··· The data ···
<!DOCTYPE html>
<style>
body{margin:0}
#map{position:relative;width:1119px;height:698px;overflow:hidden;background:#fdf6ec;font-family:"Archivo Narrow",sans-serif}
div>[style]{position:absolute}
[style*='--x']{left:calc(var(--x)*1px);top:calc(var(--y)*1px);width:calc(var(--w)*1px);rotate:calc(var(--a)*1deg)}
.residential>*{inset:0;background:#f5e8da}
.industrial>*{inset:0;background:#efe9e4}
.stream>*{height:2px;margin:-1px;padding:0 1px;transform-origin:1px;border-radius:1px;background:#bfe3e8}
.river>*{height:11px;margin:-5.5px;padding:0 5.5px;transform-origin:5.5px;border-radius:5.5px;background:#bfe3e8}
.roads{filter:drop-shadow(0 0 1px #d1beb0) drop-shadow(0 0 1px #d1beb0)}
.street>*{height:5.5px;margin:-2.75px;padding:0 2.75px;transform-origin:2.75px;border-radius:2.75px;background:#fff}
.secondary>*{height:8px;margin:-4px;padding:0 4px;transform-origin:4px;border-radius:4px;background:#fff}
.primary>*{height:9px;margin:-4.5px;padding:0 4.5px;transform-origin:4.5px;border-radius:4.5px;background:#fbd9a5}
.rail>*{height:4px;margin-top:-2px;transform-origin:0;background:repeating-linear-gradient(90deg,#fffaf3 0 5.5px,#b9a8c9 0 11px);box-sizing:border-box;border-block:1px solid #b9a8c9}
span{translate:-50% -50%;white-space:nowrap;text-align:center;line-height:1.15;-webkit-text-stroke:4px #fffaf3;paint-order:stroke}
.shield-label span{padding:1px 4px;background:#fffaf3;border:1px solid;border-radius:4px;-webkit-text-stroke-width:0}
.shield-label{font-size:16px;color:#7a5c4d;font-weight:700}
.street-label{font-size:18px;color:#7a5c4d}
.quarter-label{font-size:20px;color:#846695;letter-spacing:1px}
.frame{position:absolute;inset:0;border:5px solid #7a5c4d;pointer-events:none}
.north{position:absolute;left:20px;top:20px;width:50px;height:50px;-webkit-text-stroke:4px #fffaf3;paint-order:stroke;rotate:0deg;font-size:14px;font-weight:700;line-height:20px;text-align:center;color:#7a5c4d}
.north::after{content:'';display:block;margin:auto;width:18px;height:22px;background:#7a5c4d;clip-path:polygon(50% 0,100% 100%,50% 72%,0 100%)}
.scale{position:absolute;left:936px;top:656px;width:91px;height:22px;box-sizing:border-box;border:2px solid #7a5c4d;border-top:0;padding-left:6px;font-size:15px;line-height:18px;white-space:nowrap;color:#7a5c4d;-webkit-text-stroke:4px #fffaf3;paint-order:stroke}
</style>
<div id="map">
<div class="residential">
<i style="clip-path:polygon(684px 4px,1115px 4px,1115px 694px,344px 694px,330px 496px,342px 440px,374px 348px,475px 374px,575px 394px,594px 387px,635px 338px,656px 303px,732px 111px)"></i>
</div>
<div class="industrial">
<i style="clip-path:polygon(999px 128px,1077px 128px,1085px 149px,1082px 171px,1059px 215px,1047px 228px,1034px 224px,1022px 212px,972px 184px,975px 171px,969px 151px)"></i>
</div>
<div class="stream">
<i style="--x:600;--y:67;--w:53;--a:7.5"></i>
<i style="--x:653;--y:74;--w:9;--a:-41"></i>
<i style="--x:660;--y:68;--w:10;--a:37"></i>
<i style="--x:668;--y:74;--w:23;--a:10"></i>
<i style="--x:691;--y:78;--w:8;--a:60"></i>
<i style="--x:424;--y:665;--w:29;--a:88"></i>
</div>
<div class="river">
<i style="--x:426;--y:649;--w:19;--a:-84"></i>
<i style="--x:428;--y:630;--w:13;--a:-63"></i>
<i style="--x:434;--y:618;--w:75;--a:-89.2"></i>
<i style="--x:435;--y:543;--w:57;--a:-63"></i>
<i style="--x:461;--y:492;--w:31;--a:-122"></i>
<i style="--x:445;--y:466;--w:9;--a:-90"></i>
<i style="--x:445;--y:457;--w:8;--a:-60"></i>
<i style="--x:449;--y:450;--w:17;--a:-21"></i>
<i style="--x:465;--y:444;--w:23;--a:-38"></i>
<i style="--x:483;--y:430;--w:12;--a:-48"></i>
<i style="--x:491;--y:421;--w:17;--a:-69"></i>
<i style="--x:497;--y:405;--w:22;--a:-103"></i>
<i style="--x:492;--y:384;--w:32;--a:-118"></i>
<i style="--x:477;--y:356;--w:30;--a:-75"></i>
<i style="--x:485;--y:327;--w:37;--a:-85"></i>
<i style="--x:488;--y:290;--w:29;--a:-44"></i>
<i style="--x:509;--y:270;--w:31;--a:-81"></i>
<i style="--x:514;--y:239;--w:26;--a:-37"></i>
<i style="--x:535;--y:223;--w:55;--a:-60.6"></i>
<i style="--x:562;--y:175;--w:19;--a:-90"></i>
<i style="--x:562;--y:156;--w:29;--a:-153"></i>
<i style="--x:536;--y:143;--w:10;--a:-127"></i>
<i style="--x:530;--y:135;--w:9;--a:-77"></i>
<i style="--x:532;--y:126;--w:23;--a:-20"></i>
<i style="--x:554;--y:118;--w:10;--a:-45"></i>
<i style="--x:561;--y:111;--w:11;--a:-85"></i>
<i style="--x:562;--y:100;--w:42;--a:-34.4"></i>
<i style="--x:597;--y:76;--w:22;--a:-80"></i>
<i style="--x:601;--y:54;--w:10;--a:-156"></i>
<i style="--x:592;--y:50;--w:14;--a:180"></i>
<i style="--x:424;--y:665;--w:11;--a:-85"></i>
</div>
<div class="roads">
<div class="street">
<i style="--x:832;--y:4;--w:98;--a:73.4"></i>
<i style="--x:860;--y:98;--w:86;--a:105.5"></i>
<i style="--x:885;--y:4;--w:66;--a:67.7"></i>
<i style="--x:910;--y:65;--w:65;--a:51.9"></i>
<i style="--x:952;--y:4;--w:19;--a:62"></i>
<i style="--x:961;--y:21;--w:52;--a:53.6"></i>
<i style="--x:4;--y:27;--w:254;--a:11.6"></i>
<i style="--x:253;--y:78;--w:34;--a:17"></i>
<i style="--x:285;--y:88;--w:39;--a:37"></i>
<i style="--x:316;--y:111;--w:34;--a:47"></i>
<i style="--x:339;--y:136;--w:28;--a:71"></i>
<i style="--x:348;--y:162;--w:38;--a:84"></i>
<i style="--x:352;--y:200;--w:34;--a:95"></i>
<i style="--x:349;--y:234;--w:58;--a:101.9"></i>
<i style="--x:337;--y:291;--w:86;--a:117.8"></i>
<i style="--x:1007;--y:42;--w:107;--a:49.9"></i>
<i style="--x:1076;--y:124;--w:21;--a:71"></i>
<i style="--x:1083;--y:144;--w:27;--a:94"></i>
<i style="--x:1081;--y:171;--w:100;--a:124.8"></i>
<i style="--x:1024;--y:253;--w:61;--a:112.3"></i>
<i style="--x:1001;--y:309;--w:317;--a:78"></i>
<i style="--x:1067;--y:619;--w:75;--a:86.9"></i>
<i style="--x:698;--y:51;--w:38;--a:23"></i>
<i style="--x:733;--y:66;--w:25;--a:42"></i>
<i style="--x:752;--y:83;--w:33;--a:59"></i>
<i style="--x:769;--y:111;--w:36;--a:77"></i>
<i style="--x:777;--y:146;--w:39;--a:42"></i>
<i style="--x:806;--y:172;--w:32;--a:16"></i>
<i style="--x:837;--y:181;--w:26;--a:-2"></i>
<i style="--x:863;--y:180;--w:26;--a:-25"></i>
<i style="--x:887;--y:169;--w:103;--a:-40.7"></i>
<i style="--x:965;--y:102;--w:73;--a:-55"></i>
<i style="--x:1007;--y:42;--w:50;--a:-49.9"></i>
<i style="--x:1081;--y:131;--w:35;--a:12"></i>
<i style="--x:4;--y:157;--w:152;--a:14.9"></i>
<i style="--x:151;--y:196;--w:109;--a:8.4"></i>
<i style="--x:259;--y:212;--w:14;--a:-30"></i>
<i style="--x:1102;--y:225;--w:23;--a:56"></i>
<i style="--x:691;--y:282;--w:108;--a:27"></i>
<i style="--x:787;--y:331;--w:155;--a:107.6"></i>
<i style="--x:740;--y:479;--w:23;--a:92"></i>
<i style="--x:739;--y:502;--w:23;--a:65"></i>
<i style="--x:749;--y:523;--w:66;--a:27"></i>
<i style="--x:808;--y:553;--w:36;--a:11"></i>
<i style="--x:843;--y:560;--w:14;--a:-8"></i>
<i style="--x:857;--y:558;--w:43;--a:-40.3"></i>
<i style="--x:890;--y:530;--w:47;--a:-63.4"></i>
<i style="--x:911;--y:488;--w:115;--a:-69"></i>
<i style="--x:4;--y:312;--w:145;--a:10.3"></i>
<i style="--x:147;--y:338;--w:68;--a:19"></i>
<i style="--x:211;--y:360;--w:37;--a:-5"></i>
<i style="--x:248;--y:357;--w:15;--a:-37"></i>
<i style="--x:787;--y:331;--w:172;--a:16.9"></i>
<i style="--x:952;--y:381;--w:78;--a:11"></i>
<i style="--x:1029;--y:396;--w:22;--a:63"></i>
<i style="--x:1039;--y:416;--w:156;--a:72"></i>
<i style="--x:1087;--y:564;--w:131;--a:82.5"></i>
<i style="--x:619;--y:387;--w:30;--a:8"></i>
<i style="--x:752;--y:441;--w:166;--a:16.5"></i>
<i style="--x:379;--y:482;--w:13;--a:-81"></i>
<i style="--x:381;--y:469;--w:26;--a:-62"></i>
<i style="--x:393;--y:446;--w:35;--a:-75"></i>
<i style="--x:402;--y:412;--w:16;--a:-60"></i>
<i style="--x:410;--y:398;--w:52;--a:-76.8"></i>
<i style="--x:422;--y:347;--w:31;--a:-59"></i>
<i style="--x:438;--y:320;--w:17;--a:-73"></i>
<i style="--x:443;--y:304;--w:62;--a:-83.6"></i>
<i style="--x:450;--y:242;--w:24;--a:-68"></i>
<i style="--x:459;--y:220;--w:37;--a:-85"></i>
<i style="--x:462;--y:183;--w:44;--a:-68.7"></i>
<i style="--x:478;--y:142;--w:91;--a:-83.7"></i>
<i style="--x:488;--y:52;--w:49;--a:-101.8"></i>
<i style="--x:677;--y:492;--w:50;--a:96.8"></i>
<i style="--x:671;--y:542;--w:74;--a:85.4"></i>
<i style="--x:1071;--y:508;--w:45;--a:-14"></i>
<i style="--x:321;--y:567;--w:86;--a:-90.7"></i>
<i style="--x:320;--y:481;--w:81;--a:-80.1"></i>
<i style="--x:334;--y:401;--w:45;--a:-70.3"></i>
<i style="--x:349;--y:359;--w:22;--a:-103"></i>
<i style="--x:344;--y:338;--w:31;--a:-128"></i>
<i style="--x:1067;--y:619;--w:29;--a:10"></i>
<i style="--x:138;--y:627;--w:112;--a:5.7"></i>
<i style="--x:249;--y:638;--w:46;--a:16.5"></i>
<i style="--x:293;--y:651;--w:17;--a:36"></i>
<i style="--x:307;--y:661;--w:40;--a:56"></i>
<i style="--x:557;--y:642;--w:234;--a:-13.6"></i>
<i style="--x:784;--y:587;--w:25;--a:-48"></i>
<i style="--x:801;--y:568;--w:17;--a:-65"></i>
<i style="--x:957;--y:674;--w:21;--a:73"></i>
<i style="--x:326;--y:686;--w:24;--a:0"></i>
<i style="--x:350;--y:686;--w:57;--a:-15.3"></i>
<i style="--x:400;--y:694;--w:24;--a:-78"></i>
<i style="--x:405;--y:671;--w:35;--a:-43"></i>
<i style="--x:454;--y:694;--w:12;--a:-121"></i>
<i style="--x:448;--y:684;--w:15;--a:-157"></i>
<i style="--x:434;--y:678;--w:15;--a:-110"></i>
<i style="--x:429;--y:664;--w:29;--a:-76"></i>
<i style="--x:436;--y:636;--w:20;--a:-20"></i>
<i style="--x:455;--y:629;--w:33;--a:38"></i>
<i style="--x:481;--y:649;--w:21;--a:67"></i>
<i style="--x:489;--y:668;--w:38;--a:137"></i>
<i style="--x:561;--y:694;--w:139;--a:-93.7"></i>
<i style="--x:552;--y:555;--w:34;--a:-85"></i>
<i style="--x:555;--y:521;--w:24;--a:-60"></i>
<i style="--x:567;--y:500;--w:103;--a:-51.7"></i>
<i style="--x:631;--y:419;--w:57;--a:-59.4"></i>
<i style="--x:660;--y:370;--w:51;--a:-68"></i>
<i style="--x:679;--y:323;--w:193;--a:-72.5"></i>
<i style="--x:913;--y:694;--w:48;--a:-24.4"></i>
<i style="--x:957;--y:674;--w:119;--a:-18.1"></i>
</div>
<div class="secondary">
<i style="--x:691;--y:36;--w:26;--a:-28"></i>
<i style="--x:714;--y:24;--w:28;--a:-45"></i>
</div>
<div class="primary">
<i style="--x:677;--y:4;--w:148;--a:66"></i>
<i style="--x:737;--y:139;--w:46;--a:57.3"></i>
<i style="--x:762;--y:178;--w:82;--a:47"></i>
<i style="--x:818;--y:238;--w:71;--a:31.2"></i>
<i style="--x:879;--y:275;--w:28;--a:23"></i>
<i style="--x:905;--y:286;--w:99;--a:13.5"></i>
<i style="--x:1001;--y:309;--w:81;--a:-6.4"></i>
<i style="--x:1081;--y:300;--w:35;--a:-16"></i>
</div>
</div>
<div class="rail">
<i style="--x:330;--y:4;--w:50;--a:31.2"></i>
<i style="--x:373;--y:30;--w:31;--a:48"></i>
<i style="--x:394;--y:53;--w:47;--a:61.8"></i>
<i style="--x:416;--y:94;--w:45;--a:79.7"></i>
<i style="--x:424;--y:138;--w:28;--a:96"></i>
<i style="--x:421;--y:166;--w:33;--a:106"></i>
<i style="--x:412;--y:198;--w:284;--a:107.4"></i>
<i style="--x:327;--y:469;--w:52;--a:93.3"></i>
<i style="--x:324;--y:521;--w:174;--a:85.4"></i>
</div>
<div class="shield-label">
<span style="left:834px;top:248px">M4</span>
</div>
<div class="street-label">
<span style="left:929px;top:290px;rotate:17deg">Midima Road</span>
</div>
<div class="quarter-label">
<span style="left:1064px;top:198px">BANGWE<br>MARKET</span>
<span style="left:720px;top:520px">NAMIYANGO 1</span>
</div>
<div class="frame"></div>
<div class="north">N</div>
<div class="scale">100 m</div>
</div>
···
**Work to be completed:**
In the material above, find each line that contains the word "stream", and select it.

**Answer section:**
.stream>*{height:2px;margin:-1px;padding:0 1px;transform-origin:1px;border-radius:1px;background:#bfe3e8}
<div class="stream">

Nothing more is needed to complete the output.